**EXERCISE INSTRUCTIONS**
The line containing "inset:0; background:#0003; transform-origin:0" marks the end; write out exactly every line from the start of the data up to and including it, without the pictures.

**GIVEN DATA**
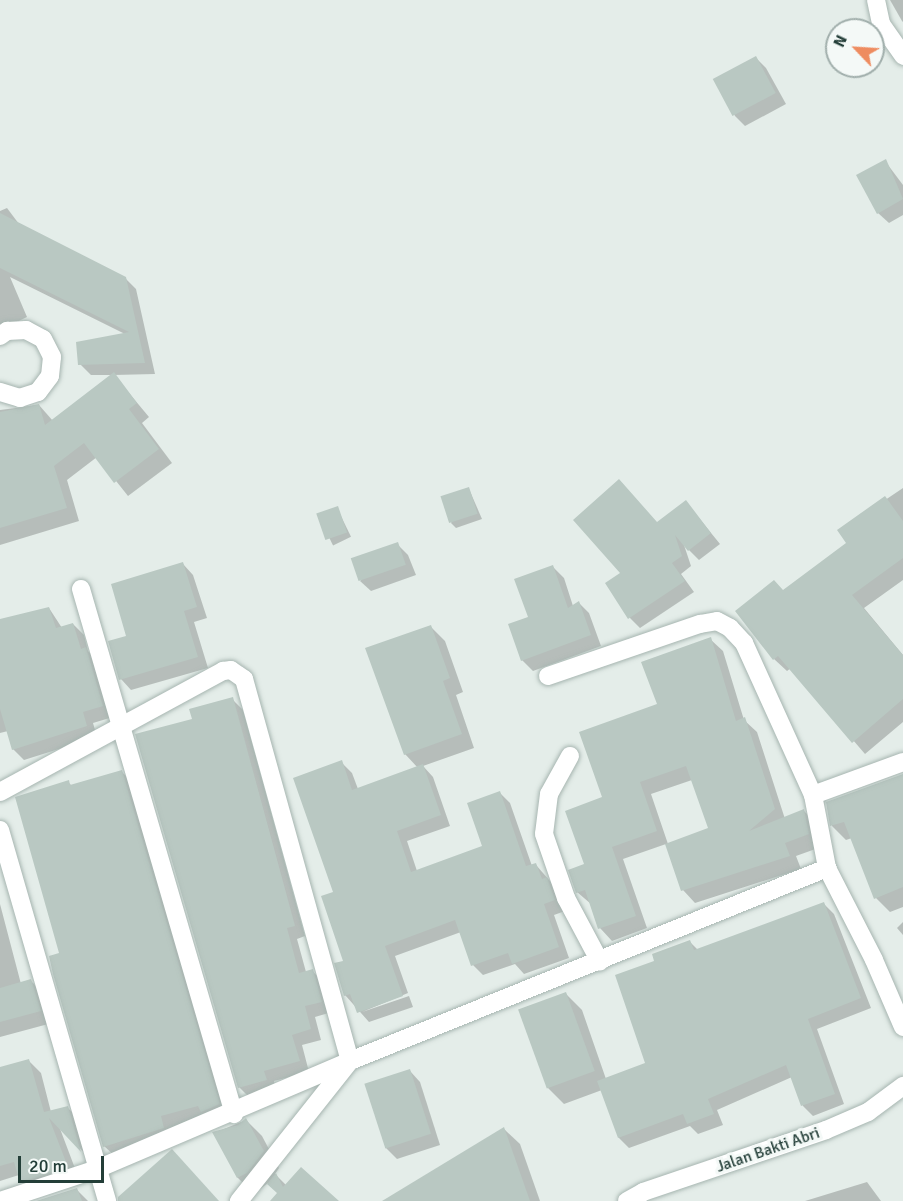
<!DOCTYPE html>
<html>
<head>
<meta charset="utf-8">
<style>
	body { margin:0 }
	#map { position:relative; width:903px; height:1201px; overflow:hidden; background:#e4ede9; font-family:Signika,sans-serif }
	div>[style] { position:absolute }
	.shadow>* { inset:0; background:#0003; transform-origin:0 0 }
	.building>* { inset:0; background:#b9c8c2; transform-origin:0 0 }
	.roads { filter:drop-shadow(0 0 2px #a6b5b0) drop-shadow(0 0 2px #a6b5b0) }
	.minor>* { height:18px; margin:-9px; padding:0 9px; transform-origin:9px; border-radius:9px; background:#fff }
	span { translate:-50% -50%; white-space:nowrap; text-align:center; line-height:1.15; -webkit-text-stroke:6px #f4f9f7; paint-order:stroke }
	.street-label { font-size:16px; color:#233e38 }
	.north { position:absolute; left:825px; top:18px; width:60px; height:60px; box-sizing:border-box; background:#f4f9f7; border:2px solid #a0aeab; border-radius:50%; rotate:295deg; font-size:16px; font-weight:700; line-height:24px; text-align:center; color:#233e38 }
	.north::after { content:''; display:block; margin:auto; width:21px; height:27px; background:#ee8c60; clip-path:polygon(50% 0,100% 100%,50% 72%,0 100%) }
	.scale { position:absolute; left:18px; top:1156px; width:86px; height:27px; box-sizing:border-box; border:3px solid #233e38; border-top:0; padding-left:8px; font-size:18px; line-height:21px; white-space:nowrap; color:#233e38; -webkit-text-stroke:4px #f4f9f7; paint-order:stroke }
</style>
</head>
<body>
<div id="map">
	<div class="shadow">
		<div style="clip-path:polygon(890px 0,903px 0,903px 22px,902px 21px)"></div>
		<div style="clip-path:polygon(756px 58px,766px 68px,786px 104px,745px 126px,735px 116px,715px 80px)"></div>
		<div style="clip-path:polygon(885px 161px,903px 185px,903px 215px,889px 223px,878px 213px)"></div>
		<div style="clip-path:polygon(7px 208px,19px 224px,125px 278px,136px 289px,155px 374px,114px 375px,149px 417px,142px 423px,172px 463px,128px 496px,97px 457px,67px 480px,79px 521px,0 545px,0 410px,39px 405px,53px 421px,113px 375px,91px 375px,80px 364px,125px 334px,10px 277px,27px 317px,0 330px,0 211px)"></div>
		<div style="clip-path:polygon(903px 488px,903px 580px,864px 608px,903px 655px,903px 722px,865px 754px,791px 668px,787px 671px,774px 659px,784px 591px,848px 543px,839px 531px)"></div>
		<div style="clip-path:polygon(469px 489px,482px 519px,456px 528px,451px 523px)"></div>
		<div style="clip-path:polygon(686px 502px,720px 544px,699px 560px,684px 545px,691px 566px,681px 574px,694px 592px,640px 628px,630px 618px,622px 574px,658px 523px)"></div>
		<div style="left:337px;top:508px;width:32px;height:20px;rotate:64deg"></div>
		<div style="clip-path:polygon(397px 544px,408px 555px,416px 575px,371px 591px,360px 581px)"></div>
		<div style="clip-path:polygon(183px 564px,193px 575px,207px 618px,194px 622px,208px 668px,131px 690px,121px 679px,128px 637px)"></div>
		<div style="clip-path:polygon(553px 567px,564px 578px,573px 606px,579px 603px,589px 613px,601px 646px,533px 671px,522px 660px,530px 618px)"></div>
		<div style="clip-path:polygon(49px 608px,62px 628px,73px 624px,84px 635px,88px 651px,97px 660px,113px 717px,93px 723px,97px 737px,24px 760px,13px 749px,8px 731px,0 733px,0 622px)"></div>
		<div style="clip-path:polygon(431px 627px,445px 641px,463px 692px,456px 695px,474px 748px,423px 766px,433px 777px,450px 826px,407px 841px,417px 871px,484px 847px,500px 793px,510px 803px,532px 866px,536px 865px,557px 889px,565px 911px,554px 915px,569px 958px,524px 974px,515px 964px,483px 975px,473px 965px,461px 932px,395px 956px,408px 993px,362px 1012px,409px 996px,413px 1007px,369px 1022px,345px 995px,345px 962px,335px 893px,341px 762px,352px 773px,358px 789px,418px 768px,405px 754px)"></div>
		<div style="clip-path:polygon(evenodd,710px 639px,723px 651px,744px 720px,757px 732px,785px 819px,804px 811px,816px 823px,821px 847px,796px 856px,801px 869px,695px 903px,683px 890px,666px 844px,623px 859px,647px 928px,612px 941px,600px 928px,591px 904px,577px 892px,604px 798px,658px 705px,710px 639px,692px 780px,710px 829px,668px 844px,651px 794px,692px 780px)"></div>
		<div style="clip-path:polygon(232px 699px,243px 710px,305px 936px,297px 939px,306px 972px,312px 971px,323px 981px,332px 1012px,315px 1017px,321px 1040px,302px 1045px,309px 1072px,274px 1081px,276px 1090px,250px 1098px,239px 1087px,193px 720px)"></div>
		<div style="clip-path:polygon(122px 772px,134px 784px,231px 1117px,117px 1158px,104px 1146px,60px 954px,68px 782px,72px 786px)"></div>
		<div style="clip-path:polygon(903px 776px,903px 907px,890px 912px,876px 898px,852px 838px,846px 840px,832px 826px,828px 803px)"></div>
		<div style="clip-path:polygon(0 904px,21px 984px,31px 981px,43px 993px,52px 1023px,0 1037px)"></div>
		<div style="clip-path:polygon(824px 904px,834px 914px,871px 1008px,817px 1029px,844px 1104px,813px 1116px,803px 1106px,792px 1077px,717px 1110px,723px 1125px,698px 1134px,690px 1126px,629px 1148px,619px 1138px,602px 1090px,564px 1104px,548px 1088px,520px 1010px,566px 994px,582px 1010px,606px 1079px,647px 1064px,656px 962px,690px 942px,698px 950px)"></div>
		<div style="clip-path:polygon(903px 922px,903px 935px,897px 928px)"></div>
		<div style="clip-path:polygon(29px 1061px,41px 1073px,51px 1112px,67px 1107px,79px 1119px,91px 1160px,59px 1126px,79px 1179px,33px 1194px,19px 1175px,0 1181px,0 1069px)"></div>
		<div style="clip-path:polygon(410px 1071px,420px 1082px,440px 1145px,397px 1159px,386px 1148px)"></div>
		<div style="clip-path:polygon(246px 1120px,262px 1136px,279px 1168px,275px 1174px,286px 1185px,337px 1201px,287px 1201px,268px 1183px,254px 1194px,238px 1178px,214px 1133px)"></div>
		<div style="clip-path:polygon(504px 1129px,520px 1144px,540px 1201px,385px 1201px)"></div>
		<div style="clip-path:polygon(867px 1182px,881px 1201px,805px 1201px)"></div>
		<div style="clip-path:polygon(76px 1189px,88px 1201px,42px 1201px)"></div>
	</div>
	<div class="building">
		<div style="left:756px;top:56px;width:42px;height:49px;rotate:62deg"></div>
		<div style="clip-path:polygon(886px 159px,903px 199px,877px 214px,856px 175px)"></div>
		<div style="clip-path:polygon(0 213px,126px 277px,145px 363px,78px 365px,76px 342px,129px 332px,0 268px)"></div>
		<div style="clip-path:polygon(114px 372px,137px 403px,129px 409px,159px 449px,114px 483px,84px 443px,54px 466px,67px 508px,0 528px,0 412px,39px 404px,45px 425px)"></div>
		<div style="clip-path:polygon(619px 479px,657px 522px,686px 500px,711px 533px,688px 551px,675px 535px,682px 556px,672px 563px,685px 581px,628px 619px,605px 583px,620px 573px,573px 520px)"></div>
		<div style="left:469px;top:487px;width:28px;height:30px;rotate:72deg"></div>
		<div style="clip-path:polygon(885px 496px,903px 521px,903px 558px,852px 595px,903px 655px,903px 699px,852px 743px,778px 656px,773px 660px,735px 611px,774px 580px,783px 590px,846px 543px,837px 530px)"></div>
		<div style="left:338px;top:506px;width:28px;height:23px;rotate:71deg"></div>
		<div style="left:398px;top:542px;width:24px;height:50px;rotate:71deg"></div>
		<div style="clip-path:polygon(183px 562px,197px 607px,184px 611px,198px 657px,119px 680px,108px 641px,126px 636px,111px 584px)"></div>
		<div style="clip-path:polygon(553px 565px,568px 608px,579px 601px,591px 635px,521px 661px,508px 624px,528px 617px,514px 579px)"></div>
		<div style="clip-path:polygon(49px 607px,56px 628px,73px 623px,81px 649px,86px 647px,103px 706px,83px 712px,87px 726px,12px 750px,0 709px,0 619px)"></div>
		<div style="clip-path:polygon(431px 625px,450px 678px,443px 681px,462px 734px,404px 755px,365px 648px)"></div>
		<div style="clip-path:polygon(711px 637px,736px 721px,745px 717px,775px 809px,749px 831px,804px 809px,809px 834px,785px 843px,790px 856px,681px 891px,665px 844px,708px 828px,686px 766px,640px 782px,657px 831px,612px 847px,636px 916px,598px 929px,585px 890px,576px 893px,568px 870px,584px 864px,565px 811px,602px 797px,579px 732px,657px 704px,641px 662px)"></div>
		<div style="clip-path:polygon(233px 697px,295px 926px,287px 928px,299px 973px,313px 969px,322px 1002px,305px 1006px,311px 1029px,292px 1035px,300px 1061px,264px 1071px,267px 1080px,238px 1088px,135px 734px,192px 719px,189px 709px)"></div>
		<div style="clip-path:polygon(342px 760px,352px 790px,423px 764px,441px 815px,397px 831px,411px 872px,482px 846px,467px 803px,500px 791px,526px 866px,536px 863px,542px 879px,547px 877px,555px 900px,544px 904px,559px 947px,512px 964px,508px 953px,471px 966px,455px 920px,385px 946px,403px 996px,357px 1013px,350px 994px,344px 996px,334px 963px,343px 961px,321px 896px,333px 892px,293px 778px)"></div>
		<div style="clip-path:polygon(122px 770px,220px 1104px,201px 1112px,198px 1106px,161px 1116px,164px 1128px,103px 1147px,53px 974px,49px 956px,59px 953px,15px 797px,69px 780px,70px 785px)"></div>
		<div style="clip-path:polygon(903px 774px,903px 887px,874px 899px,844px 822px,830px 826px,826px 802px)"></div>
		<div style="clip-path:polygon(824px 902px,861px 998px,808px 1019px,835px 1094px,801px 1106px,786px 1065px,708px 1099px,714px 1114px,687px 1124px,683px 1114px,618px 1138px,597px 1081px,645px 1063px,615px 975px,654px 961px,652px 954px,690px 940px,694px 950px)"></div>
		<div style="clip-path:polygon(31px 979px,41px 1011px,0 1022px,0 988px)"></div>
		<div style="left:566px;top:992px;width:84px;height:51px;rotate:70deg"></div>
		<div style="clip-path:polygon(29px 1059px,44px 1112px,68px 1106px,81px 1152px,49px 1118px,68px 1167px,20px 1183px,14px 1162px,0 1166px,0 1067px)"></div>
		<div style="left:410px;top:1069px;width:68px;height:48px;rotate:72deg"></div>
		<div style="clip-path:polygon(246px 1118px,264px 1151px,247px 1173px,237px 1178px,212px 1132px,238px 1125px)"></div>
		<div style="clip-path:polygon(504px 1127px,530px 1201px,382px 1201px)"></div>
		<div style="clip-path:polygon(172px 1149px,219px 1201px,118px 1201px,118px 1197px)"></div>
		<div style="clip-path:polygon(301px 1167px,339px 1201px,270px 1201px,277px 1193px,267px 1184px,276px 1173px,283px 1187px)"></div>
		<div style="clip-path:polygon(77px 1188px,82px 1201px,36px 1201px)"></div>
	</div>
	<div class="roads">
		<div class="minor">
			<div style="left:876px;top:0;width:25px;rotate:78deg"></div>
			<div style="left:881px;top:24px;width:39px;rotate:55deg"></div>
			<div style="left:0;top:336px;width:9px;rotate:-36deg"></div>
			<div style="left:7px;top:331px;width:19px;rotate:-3deg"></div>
			<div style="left:26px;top:330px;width:19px;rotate:28deg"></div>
			<div style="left:43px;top:339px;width:20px;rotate:63deg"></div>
			<div style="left:52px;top:357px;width:19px;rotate:96deg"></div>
			<div style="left:50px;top:376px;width:20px;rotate:127deg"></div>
			<div style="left:38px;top:392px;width:19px;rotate:162deg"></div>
			<div style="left:20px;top:398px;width:21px;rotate:-163deg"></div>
			<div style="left:81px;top:589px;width:547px;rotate:73.75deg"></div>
			<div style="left:548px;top:676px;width:161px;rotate:-18.9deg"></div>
			<div style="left:700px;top:624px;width:17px;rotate:-10deg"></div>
			<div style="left:717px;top:621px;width:15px;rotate:28deg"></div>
			<div style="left:730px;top:628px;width:21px;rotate:47deg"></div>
			<div style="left:744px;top:643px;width:167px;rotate:65.6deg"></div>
			<div style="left:813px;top:795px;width:74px;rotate:79.1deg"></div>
			<div style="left:827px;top:868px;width:103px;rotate:62.9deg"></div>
			<div style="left:874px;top:960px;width:73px;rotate:66.6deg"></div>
			<div style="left:570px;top:756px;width:43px;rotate:118.9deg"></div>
			<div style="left:549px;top:794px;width:40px;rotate:97.1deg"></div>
			<div style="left:544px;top:834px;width:68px;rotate:71deg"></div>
			<div style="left:566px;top:898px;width:72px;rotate:62deg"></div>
			<div style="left:0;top:792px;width:254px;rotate:-28.5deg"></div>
			<div style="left:223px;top:671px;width:8px;rotate:-7deg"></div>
			<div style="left:231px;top:670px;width:16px;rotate:35deg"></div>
			<div style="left:244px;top:679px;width:396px;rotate:74.5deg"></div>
			<div style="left:350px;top:1061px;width:179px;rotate:128.4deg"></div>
			<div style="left:813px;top:795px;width:96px;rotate:-20.1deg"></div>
			<div style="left:0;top:830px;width:386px;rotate:73.9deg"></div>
			<div style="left:0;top:1201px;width:102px;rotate:-18.3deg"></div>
			<div style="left:97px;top:1169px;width:275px;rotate:-23.1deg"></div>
			<div style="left:350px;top:1061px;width:515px;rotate:-22.03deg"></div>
			<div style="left:627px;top:1201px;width:18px;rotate:-29deg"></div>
			<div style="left:643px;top:1192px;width:193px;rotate:-18.7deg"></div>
			<div style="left:826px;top:1130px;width:46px;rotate:-23.2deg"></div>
			<div style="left:868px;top:1112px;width:44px;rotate:-36.6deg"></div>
		</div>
	</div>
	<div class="street-label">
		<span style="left:768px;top:1150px;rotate:-19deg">Jalan Bakti Abri</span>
	</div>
	<div class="north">N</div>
	<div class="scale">20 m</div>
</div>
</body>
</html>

**OUTPUT FOR THIS EXERCISE**
<!DOCTYPE html>
<html>
<head>
<meta charset="utf-8">
<style>
	body { margin:0 }
	#map { position:relative; width:903px; height:1201px; overflow:hidden; background:#e4ede9; font-family:Signika,sans-serif }
	div>[style] { position:absolute }
	.shadow>* { inset:0; background:#0003; transform-origin:0 0 }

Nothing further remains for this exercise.